| Task requirements |
Scan the material for "Motel". Copy every line it appears in.

| Provided records |
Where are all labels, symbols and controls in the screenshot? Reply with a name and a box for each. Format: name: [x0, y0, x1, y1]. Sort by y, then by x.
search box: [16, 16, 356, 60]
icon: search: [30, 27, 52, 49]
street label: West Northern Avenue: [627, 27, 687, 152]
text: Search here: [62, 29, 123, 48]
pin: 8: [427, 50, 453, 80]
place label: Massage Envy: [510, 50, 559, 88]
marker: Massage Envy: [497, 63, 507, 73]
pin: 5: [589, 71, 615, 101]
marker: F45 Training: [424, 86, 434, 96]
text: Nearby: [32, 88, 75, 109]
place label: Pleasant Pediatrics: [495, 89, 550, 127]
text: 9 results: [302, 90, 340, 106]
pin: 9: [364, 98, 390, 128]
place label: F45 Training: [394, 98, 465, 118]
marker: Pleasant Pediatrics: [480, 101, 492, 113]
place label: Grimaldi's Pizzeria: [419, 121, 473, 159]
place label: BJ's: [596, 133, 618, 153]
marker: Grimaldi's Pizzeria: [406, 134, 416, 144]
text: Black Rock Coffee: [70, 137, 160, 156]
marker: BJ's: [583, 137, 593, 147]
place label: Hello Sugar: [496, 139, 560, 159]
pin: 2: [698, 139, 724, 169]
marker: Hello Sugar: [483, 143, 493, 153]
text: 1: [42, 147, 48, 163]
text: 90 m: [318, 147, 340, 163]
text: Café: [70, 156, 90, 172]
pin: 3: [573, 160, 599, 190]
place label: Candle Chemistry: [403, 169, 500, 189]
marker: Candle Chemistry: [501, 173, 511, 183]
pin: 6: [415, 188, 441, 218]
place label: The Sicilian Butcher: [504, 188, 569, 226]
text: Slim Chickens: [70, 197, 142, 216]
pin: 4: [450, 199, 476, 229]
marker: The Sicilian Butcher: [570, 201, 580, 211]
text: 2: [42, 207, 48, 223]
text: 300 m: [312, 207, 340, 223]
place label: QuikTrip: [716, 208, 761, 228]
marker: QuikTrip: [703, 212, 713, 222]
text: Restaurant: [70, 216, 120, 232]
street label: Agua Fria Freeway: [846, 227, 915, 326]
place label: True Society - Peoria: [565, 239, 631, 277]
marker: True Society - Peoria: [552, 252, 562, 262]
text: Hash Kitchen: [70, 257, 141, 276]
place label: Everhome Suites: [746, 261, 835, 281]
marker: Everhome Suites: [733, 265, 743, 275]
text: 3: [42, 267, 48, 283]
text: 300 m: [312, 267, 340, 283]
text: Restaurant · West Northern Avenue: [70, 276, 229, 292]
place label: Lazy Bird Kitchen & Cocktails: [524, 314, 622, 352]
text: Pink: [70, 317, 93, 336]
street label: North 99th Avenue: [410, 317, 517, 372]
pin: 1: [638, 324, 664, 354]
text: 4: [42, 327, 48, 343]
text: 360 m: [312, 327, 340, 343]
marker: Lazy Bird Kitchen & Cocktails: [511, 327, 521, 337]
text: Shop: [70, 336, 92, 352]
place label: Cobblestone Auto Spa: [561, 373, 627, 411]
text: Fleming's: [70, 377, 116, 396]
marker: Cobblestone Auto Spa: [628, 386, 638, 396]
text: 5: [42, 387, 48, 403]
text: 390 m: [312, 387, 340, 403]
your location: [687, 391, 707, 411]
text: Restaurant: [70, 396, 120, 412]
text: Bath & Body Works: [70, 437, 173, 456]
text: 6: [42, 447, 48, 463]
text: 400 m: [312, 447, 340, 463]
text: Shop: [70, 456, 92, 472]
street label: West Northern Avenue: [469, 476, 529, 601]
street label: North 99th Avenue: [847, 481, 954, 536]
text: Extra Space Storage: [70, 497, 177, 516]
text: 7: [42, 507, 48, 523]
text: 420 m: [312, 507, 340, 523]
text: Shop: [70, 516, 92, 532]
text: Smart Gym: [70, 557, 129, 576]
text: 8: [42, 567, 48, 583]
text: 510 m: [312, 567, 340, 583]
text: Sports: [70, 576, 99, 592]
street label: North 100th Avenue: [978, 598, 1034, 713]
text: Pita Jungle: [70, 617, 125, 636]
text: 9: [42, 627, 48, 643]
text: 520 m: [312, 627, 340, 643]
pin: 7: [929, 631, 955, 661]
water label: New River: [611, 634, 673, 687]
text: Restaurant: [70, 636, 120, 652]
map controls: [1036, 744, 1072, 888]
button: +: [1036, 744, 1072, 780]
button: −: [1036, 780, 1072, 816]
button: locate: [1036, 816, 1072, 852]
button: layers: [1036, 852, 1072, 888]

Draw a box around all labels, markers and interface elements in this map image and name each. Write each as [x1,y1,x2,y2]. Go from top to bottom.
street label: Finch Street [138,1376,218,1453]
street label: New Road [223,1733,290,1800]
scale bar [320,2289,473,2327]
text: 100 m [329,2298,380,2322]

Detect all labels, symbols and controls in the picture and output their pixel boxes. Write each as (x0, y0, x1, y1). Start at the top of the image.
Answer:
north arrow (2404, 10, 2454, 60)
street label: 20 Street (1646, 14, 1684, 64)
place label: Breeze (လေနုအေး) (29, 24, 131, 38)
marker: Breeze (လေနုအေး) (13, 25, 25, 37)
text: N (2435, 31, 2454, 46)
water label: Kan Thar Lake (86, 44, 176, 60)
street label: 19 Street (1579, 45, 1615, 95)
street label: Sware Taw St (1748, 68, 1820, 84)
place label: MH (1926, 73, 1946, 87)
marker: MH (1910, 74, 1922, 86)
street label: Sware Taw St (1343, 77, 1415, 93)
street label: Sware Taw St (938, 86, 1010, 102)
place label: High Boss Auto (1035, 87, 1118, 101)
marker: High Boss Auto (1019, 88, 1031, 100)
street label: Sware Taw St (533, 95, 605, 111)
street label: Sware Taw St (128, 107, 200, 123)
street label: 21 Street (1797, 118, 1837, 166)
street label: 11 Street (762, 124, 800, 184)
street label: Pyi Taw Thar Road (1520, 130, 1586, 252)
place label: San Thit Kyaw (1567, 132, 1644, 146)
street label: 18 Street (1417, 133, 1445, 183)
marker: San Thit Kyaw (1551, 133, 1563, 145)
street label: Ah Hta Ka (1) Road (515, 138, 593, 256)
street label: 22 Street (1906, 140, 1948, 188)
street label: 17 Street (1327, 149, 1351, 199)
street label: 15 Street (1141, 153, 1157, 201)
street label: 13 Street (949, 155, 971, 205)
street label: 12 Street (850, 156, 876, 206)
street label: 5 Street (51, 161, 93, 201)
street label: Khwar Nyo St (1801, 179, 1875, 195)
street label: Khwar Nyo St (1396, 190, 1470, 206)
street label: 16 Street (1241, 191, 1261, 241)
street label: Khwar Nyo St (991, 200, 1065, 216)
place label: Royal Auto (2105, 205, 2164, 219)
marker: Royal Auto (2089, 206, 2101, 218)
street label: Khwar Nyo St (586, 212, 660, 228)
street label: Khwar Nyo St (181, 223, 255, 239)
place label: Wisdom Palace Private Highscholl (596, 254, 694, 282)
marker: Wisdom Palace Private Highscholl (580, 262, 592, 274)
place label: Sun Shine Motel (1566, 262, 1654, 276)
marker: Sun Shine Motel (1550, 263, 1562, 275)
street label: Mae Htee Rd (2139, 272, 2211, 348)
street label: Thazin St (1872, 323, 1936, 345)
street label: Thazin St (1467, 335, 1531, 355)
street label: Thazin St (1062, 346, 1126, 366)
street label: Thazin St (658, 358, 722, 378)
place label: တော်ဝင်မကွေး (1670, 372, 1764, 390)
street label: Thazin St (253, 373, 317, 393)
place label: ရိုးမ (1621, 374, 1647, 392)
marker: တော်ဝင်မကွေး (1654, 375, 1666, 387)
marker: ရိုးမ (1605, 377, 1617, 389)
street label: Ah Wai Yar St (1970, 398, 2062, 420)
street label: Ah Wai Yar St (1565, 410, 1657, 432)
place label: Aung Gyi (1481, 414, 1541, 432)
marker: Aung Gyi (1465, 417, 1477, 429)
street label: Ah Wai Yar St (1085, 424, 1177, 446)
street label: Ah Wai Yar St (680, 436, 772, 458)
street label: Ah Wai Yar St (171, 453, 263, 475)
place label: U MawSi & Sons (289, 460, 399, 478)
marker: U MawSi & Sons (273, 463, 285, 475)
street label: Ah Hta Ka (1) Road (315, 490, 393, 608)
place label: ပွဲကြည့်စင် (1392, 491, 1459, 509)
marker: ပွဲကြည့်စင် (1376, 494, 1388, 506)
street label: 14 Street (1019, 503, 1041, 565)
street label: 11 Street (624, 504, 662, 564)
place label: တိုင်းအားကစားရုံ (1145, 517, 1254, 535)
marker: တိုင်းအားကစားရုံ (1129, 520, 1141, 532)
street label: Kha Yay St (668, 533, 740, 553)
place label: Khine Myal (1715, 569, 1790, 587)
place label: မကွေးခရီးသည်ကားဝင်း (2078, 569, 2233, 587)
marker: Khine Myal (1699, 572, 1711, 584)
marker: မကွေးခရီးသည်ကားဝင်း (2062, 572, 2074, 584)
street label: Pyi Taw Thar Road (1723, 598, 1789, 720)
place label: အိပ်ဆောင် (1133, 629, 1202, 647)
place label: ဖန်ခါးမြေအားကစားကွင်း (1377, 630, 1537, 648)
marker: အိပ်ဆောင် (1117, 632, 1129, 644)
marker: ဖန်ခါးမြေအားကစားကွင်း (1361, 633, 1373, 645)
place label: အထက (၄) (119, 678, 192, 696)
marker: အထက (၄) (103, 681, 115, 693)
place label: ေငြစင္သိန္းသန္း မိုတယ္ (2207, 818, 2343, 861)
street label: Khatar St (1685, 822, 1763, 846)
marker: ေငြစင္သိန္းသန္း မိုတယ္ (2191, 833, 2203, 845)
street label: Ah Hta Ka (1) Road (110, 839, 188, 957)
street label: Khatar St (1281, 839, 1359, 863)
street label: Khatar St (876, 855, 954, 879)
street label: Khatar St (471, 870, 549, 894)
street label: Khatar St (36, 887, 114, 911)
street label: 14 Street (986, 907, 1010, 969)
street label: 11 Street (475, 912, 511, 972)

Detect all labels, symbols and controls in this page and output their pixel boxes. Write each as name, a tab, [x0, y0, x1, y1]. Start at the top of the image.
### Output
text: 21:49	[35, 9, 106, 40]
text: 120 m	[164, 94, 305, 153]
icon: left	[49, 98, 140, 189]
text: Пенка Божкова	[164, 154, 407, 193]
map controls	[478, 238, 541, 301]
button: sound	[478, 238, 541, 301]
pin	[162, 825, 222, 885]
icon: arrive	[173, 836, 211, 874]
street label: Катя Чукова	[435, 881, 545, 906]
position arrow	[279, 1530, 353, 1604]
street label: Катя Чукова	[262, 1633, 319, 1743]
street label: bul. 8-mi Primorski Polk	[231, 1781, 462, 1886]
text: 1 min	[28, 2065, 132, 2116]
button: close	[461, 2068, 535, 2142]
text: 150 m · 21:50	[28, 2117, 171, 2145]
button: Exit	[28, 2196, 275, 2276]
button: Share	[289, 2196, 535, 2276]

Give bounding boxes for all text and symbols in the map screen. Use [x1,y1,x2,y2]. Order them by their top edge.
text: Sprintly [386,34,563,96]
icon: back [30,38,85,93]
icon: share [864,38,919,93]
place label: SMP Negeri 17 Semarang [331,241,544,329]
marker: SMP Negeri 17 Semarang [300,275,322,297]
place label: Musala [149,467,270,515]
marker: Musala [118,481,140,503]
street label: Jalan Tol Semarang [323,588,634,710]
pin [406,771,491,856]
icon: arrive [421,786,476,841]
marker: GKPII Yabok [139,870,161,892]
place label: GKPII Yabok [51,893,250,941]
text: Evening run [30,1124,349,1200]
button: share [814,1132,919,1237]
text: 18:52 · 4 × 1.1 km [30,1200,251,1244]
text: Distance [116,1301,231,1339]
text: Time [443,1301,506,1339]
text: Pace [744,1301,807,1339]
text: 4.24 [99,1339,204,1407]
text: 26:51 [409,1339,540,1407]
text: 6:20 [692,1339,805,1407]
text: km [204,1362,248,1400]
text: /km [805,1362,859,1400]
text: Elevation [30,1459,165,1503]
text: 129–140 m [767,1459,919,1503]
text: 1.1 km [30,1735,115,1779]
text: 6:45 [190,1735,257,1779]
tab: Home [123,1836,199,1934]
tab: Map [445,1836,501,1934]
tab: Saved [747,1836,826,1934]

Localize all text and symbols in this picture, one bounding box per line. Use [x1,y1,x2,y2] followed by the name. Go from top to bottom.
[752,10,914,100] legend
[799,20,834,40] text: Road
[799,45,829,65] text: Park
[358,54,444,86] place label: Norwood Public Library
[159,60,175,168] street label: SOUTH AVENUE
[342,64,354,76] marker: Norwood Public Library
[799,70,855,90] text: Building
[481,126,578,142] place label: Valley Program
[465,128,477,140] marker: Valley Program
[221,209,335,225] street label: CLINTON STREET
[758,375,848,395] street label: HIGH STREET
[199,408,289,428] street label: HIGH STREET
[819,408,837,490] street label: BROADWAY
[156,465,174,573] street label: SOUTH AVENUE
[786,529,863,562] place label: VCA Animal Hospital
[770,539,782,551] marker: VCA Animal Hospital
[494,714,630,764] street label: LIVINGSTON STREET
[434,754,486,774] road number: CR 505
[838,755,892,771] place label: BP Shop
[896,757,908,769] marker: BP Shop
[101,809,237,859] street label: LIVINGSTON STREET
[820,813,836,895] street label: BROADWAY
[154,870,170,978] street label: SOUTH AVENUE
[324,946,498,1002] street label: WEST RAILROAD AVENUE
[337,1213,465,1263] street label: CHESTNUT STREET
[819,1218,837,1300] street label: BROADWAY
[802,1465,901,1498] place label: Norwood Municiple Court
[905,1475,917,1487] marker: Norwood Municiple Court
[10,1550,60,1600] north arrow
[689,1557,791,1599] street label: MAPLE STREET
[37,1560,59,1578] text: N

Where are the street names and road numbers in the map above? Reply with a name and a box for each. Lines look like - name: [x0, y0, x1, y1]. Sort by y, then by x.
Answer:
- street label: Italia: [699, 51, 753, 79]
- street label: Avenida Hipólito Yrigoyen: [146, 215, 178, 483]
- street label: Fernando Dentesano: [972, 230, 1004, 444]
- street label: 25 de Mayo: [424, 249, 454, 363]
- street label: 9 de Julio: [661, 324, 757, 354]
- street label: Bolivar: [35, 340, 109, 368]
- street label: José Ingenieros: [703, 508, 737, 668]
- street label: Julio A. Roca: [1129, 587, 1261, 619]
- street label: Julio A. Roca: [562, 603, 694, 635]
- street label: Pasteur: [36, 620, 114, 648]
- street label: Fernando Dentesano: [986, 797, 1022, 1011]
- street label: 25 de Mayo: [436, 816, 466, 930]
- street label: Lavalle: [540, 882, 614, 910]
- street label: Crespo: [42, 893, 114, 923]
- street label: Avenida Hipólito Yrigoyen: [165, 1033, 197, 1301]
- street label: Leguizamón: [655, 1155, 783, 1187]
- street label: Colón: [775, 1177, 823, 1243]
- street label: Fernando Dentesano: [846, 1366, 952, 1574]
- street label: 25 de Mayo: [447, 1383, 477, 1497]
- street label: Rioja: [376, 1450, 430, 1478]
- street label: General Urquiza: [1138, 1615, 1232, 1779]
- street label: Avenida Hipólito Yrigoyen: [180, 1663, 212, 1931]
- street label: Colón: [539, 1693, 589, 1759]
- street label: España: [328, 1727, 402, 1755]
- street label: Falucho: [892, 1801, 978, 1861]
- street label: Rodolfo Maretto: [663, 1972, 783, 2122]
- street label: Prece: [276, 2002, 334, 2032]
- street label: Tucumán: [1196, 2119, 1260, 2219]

| Written solution |
place label: Sun Shine Motel (1566, 262, 1654, 276)
marker: Sun Shine Motel (1550, 263, 1562, 275)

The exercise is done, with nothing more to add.